臨子初怔了怔,右手接過一物,只覺此物觸感細膩,不知是何。
低頭一看,乃是一個細口的白色瓷瓶。
第7章
臨子初將那瓷瓶握在手中,并不拔開瓶塞,只道:
“這里不是你該來的地方。今日將此物給你,往后就不要再過來了,你走罷。”
這一句話因為咳嗽說得斷斷續續,若換成旁人,定然聽得不耐煩。千晴也是邊聽邊找了個地方坐下,翹著腿用手撓撓癢,神態放松,就差哼個小曲了。
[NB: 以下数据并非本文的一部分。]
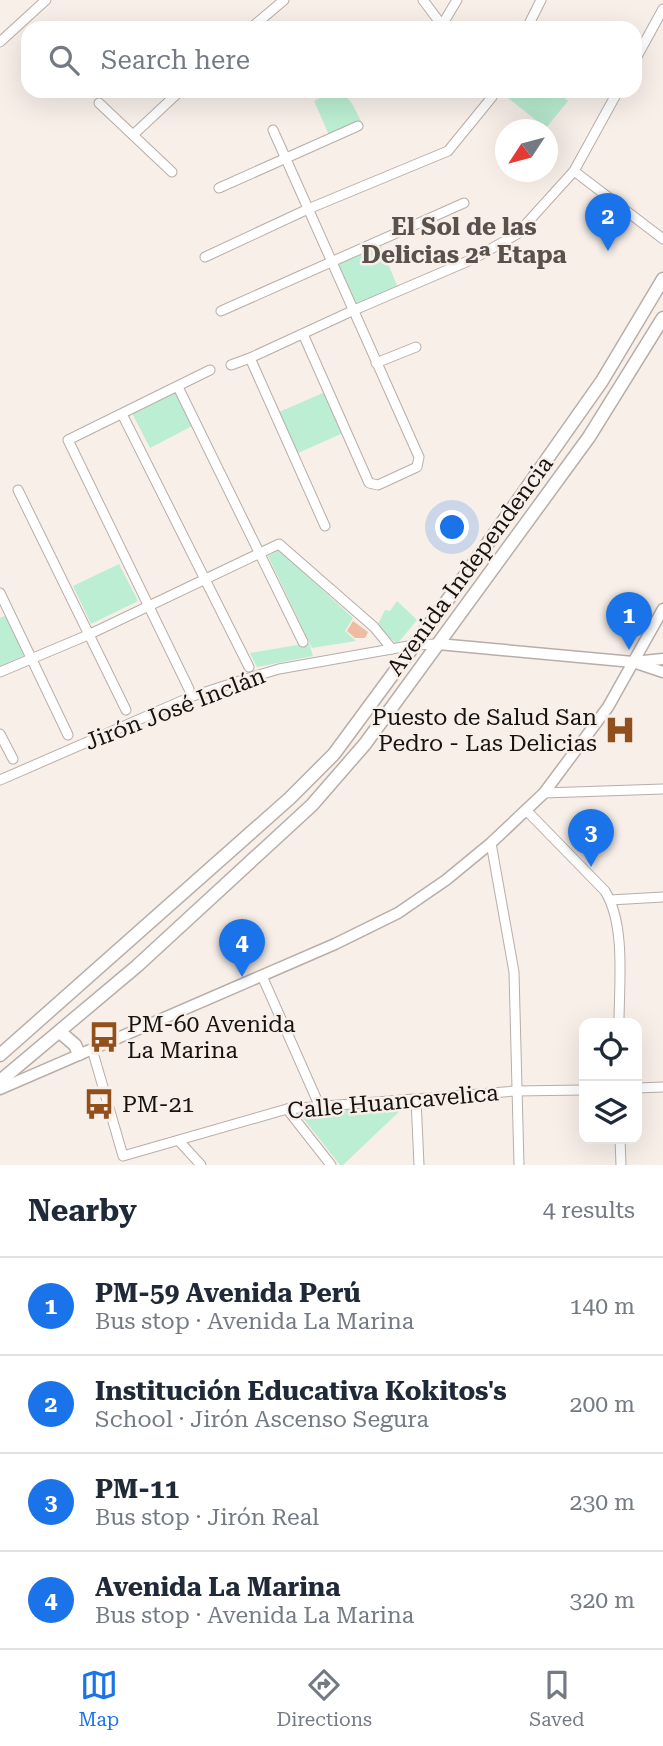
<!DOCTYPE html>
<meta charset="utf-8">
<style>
:root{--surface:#fff;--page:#f2f2f3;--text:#1f2937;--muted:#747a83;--line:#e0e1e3;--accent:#1a73e8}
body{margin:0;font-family:"Roboto Serif",serif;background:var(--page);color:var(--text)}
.controls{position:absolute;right:21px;bottom:21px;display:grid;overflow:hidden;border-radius:14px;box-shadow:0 7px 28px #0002}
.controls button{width:63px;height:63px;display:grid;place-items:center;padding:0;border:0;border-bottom:2px solid var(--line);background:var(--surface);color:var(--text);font:35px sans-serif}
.compass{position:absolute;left:495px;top:119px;width:63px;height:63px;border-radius:50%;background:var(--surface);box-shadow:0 7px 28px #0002;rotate:234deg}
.you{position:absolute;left:453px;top:528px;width:24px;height:24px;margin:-18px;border:5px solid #fff;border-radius:50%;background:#1a73e8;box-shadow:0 0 0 10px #1a73e833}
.badge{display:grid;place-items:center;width:46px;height:46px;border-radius:50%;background:var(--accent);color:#fff;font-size:23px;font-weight:700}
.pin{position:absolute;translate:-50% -58px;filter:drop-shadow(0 2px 4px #0008)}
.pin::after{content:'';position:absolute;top:37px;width:24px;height:21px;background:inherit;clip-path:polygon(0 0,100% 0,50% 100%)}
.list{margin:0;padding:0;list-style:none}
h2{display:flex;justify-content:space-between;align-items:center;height:91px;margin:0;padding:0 28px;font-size:30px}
h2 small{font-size:23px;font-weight:400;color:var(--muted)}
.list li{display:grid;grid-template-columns:46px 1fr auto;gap:21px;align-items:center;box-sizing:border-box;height:98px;padding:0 28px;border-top:2px solid var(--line)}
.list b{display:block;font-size:26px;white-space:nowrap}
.list p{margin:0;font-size:23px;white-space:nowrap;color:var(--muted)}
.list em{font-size:23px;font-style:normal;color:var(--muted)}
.icon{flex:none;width:38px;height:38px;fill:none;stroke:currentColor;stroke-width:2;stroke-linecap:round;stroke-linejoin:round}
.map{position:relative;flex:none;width:663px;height:1165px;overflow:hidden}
.search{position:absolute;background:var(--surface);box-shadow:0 7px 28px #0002;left:21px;right:21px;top:21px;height:77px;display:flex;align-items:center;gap:18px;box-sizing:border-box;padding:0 24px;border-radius:21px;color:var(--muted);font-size:26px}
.sheet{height:483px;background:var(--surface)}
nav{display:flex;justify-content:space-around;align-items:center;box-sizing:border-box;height:98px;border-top:2px solid var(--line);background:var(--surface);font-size:19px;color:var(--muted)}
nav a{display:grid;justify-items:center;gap:4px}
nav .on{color:var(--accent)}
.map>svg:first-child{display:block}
.green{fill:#bbeed2}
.building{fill:#eebda1}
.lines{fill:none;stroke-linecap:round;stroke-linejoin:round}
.minor-casing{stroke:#b7aea9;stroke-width:11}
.tertiary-casing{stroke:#b7aea9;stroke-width:13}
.secondary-casing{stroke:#b7aea9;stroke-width:15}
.minor{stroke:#fff;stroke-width:9}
.tertiary{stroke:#fff;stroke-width:10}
.secondary{stroke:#fff;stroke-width:12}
.labels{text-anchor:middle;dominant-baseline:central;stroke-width:5;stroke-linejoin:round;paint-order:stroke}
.street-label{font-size:23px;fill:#151210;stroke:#f8efe9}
.poi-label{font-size:23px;fill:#151210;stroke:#f8efe9;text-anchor:start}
.neighbourhood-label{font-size:24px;font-weight:bold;fill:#58514c;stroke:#f8efe9}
</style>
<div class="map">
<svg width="663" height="1165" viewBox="0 0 663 1165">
<rect width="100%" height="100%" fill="#f8efe9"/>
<g class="green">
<path d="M 334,91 C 350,95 354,107 361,121 L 329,135 L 314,101 Z"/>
<polygon points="506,91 556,91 568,101 546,128 503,94"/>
<polygon points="380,244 398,288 355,307 336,262"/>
<polygon points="177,391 192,426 150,448 132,413"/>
<polygon points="325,392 343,433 298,453 279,412"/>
<polygon points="279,550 353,618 345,631 356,641 312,648 268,556"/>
<polygon points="119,564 138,601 91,624 73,586"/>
<polygon points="397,601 417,620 397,644 377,626 385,610 390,611"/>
<polygon points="7,615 25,655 0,666 0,618"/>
<polygon points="309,643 313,656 257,667 250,653"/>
<polygon points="405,1106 343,1165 340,1165 299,1113"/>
</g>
<polygon class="building" points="353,621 368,632 365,638 355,638 347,631"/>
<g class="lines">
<defs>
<g id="minor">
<polyline points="423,0 444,28"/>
<polyline points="442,25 457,0"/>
<polyline points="251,28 284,0"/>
<polyline points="527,28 541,0"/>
<polyline points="0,42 46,0"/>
<polyline points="635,60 663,9"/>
<polyline points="99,103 172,172"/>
<polyline points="273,130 419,457 417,467 378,485 369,483 303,334"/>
<polyline points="133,135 180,91"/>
<polyline points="574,171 663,239"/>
<polyline points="219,188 358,126"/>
<polyline points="205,257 308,209 448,151 492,97"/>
<polyline points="221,311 464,203"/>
<polyline points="250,358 325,526"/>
<polyline points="376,363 416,347"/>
<polyline points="231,365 250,358 352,311 473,259 517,234 574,171 618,91"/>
<polyline points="178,387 303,642"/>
<polyline points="122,414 249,667"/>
<polyline points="18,490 126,710"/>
<polyline points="0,593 68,735"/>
<polyline points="0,672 88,635 279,544 374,627 392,649"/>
<polyline points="189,689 68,440 210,370"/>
<polyline points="0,734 13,759"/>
<polyline points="0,780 193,696 252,677 279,669 414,645 438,644"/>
<polyline points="544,793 663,789"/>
<path d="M 526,810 L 605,891 C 626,925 619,984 619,1023"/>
<polyline points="491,843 514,972 519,1165"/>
<polyline points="610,900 663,897"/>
<polyline points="262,976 320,1107"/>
<polyline points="92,1049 123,1156 287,1109 515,1091 584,1090"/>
<polyline points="637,1088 663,1087"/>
<polyline points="416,1099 419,1165"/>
<polyline points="287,1109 331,1165"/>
<polyline points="620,1139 621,1165"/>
<polyline points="179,1141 201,1165"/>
</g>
<g id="tertiary">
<polyline points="438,644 633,662 663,659"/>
<polyline points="636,663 663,672"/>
<polyline points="0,1089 335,944 398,913 446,880 491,843 544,793 608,707 663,609"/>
</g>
<g id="secondary">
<polyline points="60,1032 75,1045 79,1054"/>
<polyline points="0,1055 290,798 334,754 452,594 602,381 663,279"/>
<polyline points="0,1081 137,966 312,805 365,744 589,437 663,318"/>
</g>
</defs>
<use href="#minor" class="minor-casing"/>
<use href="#tertiary" class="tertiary-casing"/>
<use href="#secondary" class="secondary-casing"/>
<use href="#minor" class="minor"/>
<use href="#tertiary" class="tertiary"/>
<use href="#secondary" class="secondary"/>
</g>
<defs>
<symbol id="hospital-bare" viewBox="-9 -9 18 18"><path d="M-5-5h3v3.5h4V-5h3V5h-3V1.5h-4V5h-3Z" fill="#914f1c" stroke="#f8efe9" stroke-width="2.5" paint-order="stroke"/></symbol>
<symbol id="bus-bare" viewBox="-9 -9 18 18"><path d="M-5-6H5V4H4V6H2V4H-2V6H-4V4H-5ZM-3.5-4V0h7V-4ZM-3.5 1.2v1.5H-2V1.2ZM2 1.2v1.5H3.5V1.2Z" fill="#914f1c" stroke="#f8efe9" stroke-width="2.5" paint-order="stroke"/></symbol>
</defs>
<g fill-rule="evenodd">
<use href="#hospital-bare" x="598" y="708" width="44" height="44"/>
<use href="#bus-bare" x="82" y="1015" width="44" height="44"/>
<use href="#bus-bare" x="77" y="1082" width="44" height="44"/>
</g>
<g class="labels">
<g class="street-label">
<text transform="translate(470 566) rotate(-54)">Avenida Independencia</text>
<text transform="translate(175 709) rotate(-21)">Jirón José Inclán</text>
<text transform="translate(393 1102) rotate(-5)">Calle Huancavelica</text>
</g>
<g class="poi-label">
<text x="597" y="717" text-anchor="end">Puesto de Salud San<tspan x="597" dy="26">Pedro - Las Delicias</tspan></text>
<text x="127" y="1024">PM-60 Avenida<tspan x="127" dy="26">La Marina</tspan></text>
<text x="122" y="1104">PM-21</text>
</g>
<g class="neighbourhood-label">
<text x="464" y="227">El Sol de las<tspan x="464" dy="28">Delicias 2ª Etapa</tspan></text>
</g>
</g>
</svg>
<div class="controls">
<button><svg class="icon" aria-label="locate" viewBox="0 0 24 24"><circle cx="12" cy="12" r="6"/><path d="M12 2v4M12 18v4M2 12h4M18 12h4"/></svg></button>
<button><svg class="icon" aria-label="layers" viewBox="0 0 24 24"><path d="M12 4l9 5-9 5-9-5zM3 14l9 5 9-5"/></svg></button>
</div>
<svg class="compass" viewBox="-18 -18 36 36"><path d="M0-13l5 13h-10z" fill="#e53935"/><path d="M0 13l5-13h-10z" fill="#747a83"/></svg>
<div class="you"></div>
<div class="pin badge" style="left:629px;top:650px">1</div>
<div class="pin badge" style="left:608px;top:251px">2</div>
<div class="pin badge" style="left:591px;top:867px">3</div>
<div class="pin badge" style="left:242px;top:977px">4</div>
<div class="search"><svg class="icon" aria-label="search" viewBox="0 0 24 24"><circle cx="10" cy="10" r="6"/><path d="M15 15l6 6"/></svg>Search here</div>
</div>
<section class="sheet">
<h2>Nearby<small>4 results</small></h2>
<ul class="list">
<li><span class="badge">1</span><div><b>PM-59 Avenida Perú</b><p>Bus stop · Avenida La Marina</p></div><em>140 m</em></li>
<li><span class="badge">2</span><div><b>Institución Educativa Kokitos's</b><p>School · Jirón Ascenso Segura</p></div><em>200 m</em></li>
<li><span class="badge">3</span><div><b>PM-11</b><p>Bus stop · Jirón Real</p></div><em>230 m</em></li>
<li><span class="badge">4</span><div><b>Avenida La Marina</b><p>Bus stop · Avenida La Marina</p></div><em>320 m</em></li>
</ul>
</section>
<nav>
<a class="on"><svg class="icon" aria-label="map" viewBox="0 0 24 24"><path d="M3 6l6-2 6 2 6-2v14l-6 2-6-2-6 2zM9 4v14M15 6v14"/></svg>Map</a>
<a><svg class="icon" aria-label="directions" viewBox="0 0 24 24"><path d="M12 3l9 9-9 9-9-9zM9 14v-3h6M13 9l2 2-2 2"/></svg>Directions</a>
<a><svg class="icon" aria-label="saved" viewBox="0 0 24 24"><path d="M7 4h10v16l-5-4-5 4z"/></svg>Saved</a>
</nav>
臨子初一臉正經,說完這段話,見千晴就這個反應,也沒生氣。
“你咳成這樣,自己都管不了,還管我嗎?”千晴言語不甚恭敬,過了一會兒,說:“你打開那瓶子,看里面是什么。”
臨子初卻不動手。
千晴好奇地看著臨子初身上的銀針,問:“你把自己扎得像個刺猬,是為了治病嗎?”
臨子初嘆了口氣,似乎在思考要不要回答他這個問題,好一會兒才點了點頭。
千晴一下子從椅子上站了起來,幾步跳到臨子初面前,仔細凝視他身上密集的銀針,嘖嘖道:
“我看你咳得這樣厲害,不似尋常傷風感冒。你到底是怎么了?”
臨子初并不回答。
千晴干脆坐到臨子初身邊,好奇心大盛,問:“你咳成這樣,為何功夫還那般厲害,你有拜師嗎?”
只覺身旁這位身著白衣的少年充滿謎團,盡管近在咫尺,卻也如霧里看花。
他甚至連對方的名字也不知道。
臨子初猶豫了一下,伸手拔左肩上的銀針。拔到數十針后,不由痛哼一聲。
大概是為了緩解疼痛,臨子初低聲對千晴說:
“我未曾拜師。偶爾……可在旁觀摩少莊主習武,是故拳腳功夫比常人靈活一些。”